## Work to complete
Scan the entries below. List each line with "serif".

## Data under study
▼

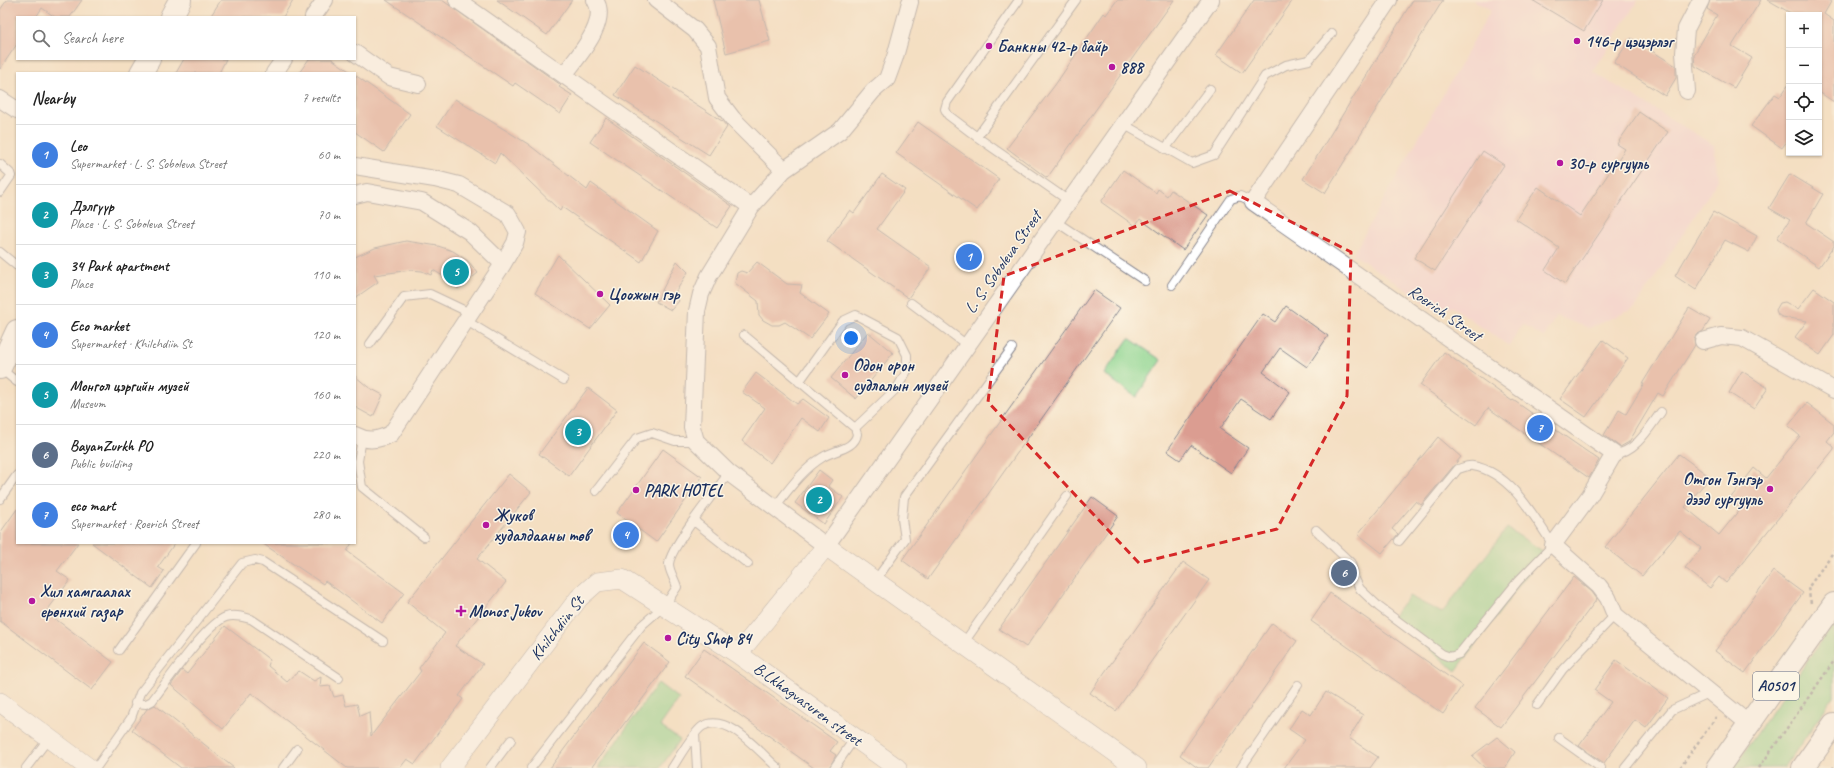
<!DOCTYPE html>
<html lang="en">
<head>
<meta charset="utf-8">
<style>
	:root { --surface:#fff; --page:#f2f2f2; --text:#222; --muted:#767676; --line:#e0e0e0; --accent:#b5179e }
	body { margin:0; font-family:Caveat,sans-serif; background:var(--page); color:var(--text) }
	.controls { position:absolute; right:12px; top:12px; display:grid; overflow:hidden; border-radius:0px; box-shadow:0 1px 3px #0004 }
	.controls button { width:36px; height:36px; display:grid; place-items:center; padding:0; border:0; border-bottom:1px solid var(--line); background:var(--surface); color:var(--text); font:20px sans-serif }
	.you { position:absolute; left:851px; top:338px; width:14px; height:14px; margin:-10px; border:3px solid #fff; border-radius:50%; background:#1a73e8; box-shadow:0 0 0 6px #1a73e833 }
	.badge { display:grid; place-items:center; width:26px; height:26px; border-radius:50%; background:var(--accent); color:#fff; font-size:13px; font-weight:700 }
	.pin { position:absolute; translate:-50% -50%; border:2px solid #fff; box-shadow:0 1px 4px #0006 }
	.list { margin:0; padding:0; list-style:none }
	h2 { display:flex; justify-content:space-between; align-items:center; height:52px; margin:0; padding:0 16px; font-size:17px }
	h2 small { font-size:13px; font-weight:400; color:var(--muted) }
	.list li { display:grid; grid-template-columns:26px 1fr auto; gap:12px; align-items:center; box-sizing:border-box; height:60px; padding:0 16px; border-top:1px solid var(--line) }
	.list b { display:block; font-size:15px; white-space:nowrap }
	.list p { margin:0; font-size:13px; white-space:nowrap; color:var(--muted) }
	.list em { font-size:13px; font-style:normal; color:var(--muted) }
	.icon { flex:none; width:22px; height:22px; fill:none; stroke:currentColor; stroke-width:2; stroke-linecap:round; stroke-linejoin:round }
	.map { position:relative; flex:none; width:1834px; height:768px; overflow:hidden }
	.search { position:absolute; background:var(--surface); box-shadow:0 1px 3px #0004; left:16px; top:16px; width:340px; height:44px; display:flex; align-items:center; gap:10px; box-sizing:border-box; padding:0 14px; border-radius:0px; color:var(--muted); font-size:15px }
	.panel { position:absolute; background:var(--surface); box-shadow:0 1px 3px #0004; left:16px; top:72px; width:340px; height:472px; border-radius:0px }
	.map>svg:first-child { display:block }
</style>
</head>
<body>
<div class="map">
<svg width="1834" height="768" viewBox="0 0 1834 768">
	<rect width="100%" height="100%" fill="#fcf5e5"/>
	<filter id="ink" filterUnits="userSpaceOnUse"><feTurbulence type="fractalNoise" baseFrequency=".025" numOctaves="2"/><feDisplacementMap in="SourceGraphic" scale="8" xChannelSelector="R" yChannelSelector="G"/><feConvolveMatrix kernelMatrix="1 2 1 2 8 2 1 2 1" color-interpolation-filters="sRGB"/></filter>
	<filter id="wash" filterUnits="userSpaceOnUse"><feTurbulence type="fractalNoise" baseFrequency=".012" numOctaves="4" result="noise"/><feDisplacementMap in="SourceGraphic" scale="16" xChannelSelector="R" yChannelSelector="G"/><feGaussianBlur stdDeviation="0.9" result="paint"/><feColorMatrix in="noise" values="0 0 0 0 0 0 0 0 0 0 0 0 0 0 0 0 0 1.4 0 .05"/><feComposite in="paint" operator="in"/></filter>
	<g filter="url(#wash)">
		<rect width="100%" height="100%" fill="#f4dfc2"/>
		<path fill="#f5cfd9" d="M1473,0H1638L1593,72L1714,145L1718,180L1635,308L1589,328L1556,316L1544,338L1523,324L1509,346L1453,307L1436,310L1353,254L1491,10Z"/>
		<path fill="#8dd590" stroke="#548277" d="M1129,338L1161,360L1136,397L1104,374Z
			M1507,528L1544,552L1456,671L1391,618L1409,596L1442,613Z
			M1834,623V696L1784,768H1733Z
			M658,683L679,699L660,726L680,740L660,768H598Z"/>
		<g id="blocks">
			<path fill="#db9d91" d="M7,0H82L70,17H55L42,8L36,17H17V44L0,69V10Z
				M221,0H293L283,17H210Z
				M386,0H442L561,85L559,87L572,95L560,114L515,83L513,86Z
				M497,0H572L547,35Z
				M713,0H759L770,41L726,53Z
				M1117,0H1174L1047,178L1007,148L1055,85L1104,13L1106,15Z
				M1254,0H1293L1242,73L1216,55Z
				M1413,0H1443L1325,193L1303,179Z
				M1532,0H1603L1584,31Z
				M1710,0H1761L1732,46L1752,58L1734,88L1695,66L1694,55L1717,15L1707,9Z
				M1768,0H1832L1824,14L1834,21V102L1819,92V15H1794Z
				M1631,38L1676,66V78L1665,96L1614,63Z
				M184,59H226L219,73H176Z
				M309,59H332L352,73H299Z
				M635,65L722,121L727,127L709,155L615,95Z
				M355,75L410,114L384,152L355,132Z
				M1789,84V138L1782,148L1751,126L1775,94L1780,97Z
				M455,99L528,144L587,190L591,183L658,231L641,262L562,207L560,211L500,153L495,163L437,126Z
				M1639,112L1668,132L1565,284L1545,270L1559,248L1516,219L1538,187L1580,216L1625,149L1617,144Z
				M606,118L732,206L717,228L590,142Z
				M918,122L999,179L977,210L896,153Z
				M1483,151L1504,165L1435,271L1414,258Z
				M1123,170L1156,193L1158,189L1167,196L1171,190L1208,215L1183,250L1140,219L1135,226L1101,202Z
				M882,174L905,190L877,229L931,267L908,298L827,241L850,210L854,213Z
				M1790,174L1823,194L1806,223L1834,242V246L1819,267L1777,238L1790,220L1769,208Z
				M1713,212L1757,236L1749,252L1725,240L1696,290L1675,276Z
				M406,241L438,246L453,251L468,261L478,273L458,289L451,281L433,270L431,275L422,271L411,270L374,275L378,282L355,298V257L375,248Z
				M558,255L610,305L590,329L535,293Z
				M677,261L688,272L675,293L679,301L671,310L656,302Z
				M757,262L787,284L802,285L800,293L829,314L810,339L785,322L779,325H772L763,320L759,315L758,301L735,283L737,273L741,271L747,273Z
				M1814,288L1834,302V335L1820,355L1795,337L1807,321L1782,317L1778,315L1776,310L1780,303L1785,302L1798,309Z
				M1094,290L1120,308L928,579L902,560Z
				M1286,306L1328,336L1307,367L1280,348L1263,372L1290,392L1271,419L1241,399L1220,429L1248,448L1231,473L1191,445L1180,460L1167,451L1263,314L1275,322Z
				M1689,308L1710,320L1703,331L1696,335L1694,339L1695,345L1663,396L1658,393L1629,442L1620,447L1604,435L1619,410L1626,414L1644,384H1642Z
				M868,332L893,353L856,399L831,378Z
				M1603,340L1628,358L1586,417L1560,399Z
				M1444,352L1512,401L1513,400L1599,460L1589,478L1488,408L1476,425L1420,385Z
				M1742,371L1768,388L1754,409L1729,393Z
				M756,373L797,404L803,399L829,418L820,432L801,418L770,463L742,441L765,408L742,392Z
				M355,376L368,387L383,395L373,417L355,407Z
				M588,388L617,410L569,476L539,454Z
				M1807,403L1834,424V432L1827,441L1834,447V449L1726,583L1719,577L1710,588L1685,568L1701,548L1680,531L1642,576L1605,547L1679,454L1710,477L1685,507L1719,535L1740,509L1729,500L1754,468L1766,478L1800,436L1788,426Z
				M1438,437L1461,457L1421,505L1416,501L1392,529L1398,534L1382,553L1358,534Z
				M663,449L702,477L656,542L617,513Z
				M819,470L832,480L828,486L843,497L824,524L795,503Z
				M509,474L531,492L477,559L506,582L455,646L483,664L459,696L463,699L415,764L407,759L400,768H347L251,693L223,729L171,685L182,670L187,674L225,626L270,660L268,666L287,682L299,671L314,681L321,677L320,687L330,686L334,697L343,695L346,706L357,704L360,716L369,712L371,736L421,671L419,668L445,633L407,602Z
				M1092,497L1118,516L1026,647L999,629Z
				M17,509V543H78L57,571L70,580L46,612L113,662L92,690L0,621V533Z
				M92,543H175L158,567L164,571L152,588Z
				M262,543H352L347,551L404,593L382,623L325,581L323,584Z
				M1183,562L1209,580L1116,711L1090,693Z
				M1773,571L1803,593L1745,673L1715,651Z
				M1574,577L1592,592L1597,599L1501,727L1475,708Z
				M1330,593L1462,686L1443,714L1311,621Z
				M1272,623L1297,641L1208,768H1198L1180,755Z
				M644,643L670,662L591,768H550Z
				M704,649L837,742L830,751L836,755L829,768H814L685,676Z
				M1616,660L1668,698L1646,728L1635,720L1604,763L1579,746L1611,702L1594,690Z
				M1326,692L1363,715L1349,738L1378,757L1370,768H1284L1305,740L1289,729L1302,709L1311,715Z
				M155,705L234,768H181L132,730L147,709Z
				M1497,737L1515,752L1505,768H1485L1472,756Z"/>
		</g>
	</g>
	<g filter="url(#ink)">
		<use href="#blocks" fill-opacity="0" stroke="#888790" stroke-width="1"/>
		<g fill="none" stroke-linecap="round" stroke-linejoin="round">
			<g stroke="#888790" stroke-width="10">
				<path id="service" d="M1019,0L947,102L945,109L948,115L977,137L1069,201
					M1123,124L1192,163L1214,155L1265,76L1286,65L1309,60L1332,33
					M977,137L1076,0
					M1165,149L1210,89
					M0,164L10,173L11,176L0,192
					M1055,221L1145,281
					M0,252L17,266
					M1172,285L1231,199L1240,196L1253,202
					M911,303L967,345
					M465,320L564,380
					M744,335L855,428L857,434C855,449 834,450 823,457C803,469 789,489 775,507
					M370,344L404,297L430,294L470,313
					M1,369L17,382
					M799,382L843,321L856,315L898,337L907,355V371L897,388L855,428
					M362,439L358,461L362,487L424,537
					M1614,454C1636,452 1649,428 1661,412
					M596,491L637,438L652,433L675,441H696
					M0,499L17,475
					M694,521L748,564
					M1316,530L1351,563L1354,577L1360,589L1379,607L1442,654L1450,657L1459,654L1518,581L1553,545C1534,516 1510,472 1473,466C1468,465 1462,468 1458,469L1399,541
					M875,581L905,539L902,519L904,497L1012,348
					M963,644L1067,496
					M119,650L196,543
					M135,703L146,704L152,701C167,682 206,624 226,617C234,614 243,617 251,619L339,678
					M1537,705L1563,669L1615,615
					M695,734L697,768
					M1559,738L1601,768
					M26,768L49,738
					M96,768L131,718L140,693L242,563L255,560L263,562L383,641
					M283,768L297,749
					M490,768L511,740
					M531,768L642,625L665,605L677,587C675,580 669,571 669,564C670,547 717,489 729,473
					M672,768C678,759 694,731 703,726C728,712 760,753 778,768
					M834,768L854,739
					M1241,768L1298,685
					M1625,768L1672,710L1711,692"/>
			</g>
			<g stroke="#888790" stroke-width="18">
				<path id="minor" d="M457,0L751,207
					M656,0L695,30L708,46L717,98L733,119L784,170
					M1389,0L1253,202L1614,454L1590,495L1553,545L1599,586L1608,598L1615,615L1749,724
					M910,2L895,57L887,79L873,91L840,131L784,170L751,207L709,276L701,294L697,311L692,427L696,441L729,473L826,546L1211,0
					M313,17L325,0
					M355,53L389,77L418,84
					M274,73L284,59
					M564,75C577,57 610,22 595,0
					M1687,91L1684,53L1686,29L1701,0
					M0,99L17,110
					M355,166L435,179L459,185L508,214L518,232L515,243L503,264
					M355,195L367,192L422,202L470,232L503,264L391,434C378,440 368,442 355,435
					M1703,341L1721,336L1742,338L1834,390"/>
			</g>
			<g stroke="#888790" stroke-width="20">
				<path id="tertiary" d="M738,654L826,546L1137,768
					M0,702L89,768
					M450,768L579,598L597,582L622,579L738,654L897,768"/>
			</g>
			<g stroke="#888790" stroke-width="24">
				<path id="primary" d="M171,17L180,0
					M141,73L149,59
					M0,368L17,331"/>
			</g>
			<g stroke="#888790" stroke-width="24">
				<path id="trunk" d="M1718,768L1834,604
					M1803,768L1834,724"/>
			</g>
			<path stroke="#888790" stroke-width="2.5" stroke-dasharray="3 3" stroke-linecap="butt" d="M1811,603L1808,588L1834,551
				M1680,768L1716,717
				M1759,768L1834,661
				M1833,768L1834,767"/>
			<use href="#service" stroke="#fff" stroke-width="8"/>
			<use href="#minor" stroke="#fff" stroke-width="16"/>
			<use href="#tertiary" stroke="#fff" stroke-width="19"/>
			<use href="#primary" stroke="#fff" stroke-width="22"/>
			<use href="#trunk" stroke="#fff" stroke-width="22"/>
		</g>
	</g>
	<path d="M0 0H1834V768H0ZM1230,191L1351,252L1347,396L1277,529L1139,563L988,402L1004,276Z" fill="#f4dfc2" fill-opacity=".55" fill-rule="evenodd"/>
	<path fill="none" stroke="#d62828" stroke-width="3" stroke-dasharray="8 5" stroke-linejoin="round" d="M1230,191L1351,252L1347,396L1277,529L1139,563L988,402L1004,276Z"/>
	<g fill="#b5179e" stroke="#fcf5e5" stroke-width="1.5">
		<circle cx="1577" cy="41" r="4"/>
		<circle cx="989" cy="46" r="4"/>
		<circle cx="1112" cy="67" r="4"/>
		<circle cx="1560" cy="163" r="4"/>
		<circle cx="600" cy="294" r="4"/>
		<circle cx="845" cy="375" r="4"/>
		<circle cx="1770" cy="489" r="4"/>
		<circle cx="636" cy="490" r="4"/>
		<circle cx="486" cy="525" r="4"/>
		<circle cx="32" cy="601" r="4"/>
		<path d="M459 605h4v4h4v4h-4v4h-4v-4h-4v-4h4z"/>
		<circle cx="668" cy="638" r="4"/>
	</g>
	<g text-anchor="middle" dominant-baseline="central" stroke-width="3" stroke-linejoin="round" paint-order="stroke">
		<rect fill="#fcf5e5" stroke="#5e6a86" stroke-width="1" x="1753" y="672" width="46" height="28" rx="3"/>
		<g font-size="16" font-weight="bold" fill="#1b2f5e">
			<text x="1776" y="686">A0501</text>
		</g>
		<g font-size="17" font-weight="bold" fill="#1b2f5e" stroke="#fcf5e5" text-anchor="start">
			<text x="1585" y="41">146-р цэцэрлэг</text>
			<text x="997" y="46">Банкны 42-р байр</text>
			<text x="1120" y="67">888</text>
			<text x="1568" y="163">30-р сургууль</text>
			<text x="608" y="294">Цоожын гэр</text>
			<text x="853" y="365">Одон орон<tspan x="853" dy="20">судлалын музей</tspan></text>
			<text x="1762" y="479" text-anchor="end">Отгон Тэнгэр<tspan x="1762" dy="20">дээд сургууль</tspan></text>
			<text x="644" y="490">PARK HOTEL</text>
			<text x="494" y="515">Жуков<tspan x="494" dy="20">худалдааны төв</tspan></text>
			<text x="40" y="591">Хил хамгаалах<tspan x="40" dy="20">ерөнхий газар</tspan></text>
			<text x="469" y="611">Monos Jukov</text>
			<text x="676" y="638">City Shop 84</text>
		</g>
		<g font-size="17" fill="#1b2f5e" stroke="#fcf5e5">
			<text transform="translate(1003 262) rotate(-55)">L. S. Soboleva Street</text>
			<text transform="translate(1445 313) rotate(35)">Roerich Street</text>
			<text transform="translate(557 628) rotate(-52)">Khilchdiin St</text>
			<text transform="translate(808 704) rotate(36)">B.Lkhagvasuren street</text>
		</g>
	</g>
</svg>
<div class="controls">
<button>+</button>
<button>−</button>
<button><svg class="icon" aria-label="locate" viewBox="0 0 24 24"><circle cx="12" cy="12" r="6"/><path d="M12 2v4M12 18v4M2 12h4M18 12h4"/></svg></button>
<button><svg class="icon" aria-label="layers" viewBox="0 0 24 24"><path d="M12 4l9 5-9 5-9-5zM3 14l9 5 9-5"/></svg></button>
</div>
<div class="you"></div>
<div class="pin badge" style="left:969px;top:257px;background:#3f7fe0">1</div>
<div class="pin badge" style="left:819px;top:500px;background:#0f9aa8">2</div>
<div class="pin badge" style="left:578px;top:432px;background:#0f9aa8">3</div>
<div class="pin badge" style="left:626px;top:535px;background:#3f7fe0">4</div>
<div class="pin badge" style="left:456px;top:272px;background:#0f9aa8">5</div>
<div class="pin badge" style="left:1344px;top:573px;background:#5c6f8a">6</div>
<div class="pin badge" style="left:1540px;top:428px;background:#3f7fe0">7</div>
<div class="search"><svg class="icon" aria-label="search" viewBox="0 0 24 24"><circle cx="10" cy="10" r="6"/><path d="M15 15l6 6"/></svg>Search here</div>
<section class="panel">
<h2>Nearby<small>7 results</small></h2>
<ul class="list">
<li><span class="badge" style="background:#3f7fe0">1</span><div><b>Leo</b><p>Supermarket · L. S. Soboleva Street</p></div><em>60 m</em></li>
<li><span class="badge" style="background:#0f9aa8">2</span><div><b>Дэлгүүр</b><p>Place · L. S. Soboleva Street</p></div><em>70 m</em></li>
<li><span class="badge" style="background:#0f9aa8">3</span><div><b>34 Park apartment</b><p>Place</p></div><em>110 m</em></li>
<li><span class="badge" style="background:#3f7fe0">4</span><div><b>Eco market</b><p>Supermarket · Khilchdiin St</p></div><em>120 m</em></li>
<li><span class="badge" style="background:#0f9aa8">5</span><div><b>Монгол цэргийн музей</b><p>Museum</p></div><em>160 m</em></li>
<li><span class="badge" style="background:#5c6f8a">6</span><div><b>BayanZurkh PO</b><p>Public building</p></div><em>220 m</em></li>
<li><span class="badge" style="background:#3f7fe0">7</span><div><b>eco mart</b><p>Supermarket · Roerich Street</p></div><em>280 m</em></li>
</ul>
</section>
</div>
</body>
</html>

▲

## Response below
	body { margin:0; font-family:Caveat,sans-serif; background:var(--page); color:var(--text) }
	.controls button { width:36px; height:36px; display:grid; place-items:center; padding:0; border:0; border-bottom:1px solid var(--line); background:var(--surface); color:var(--text); font:20px sans-serif }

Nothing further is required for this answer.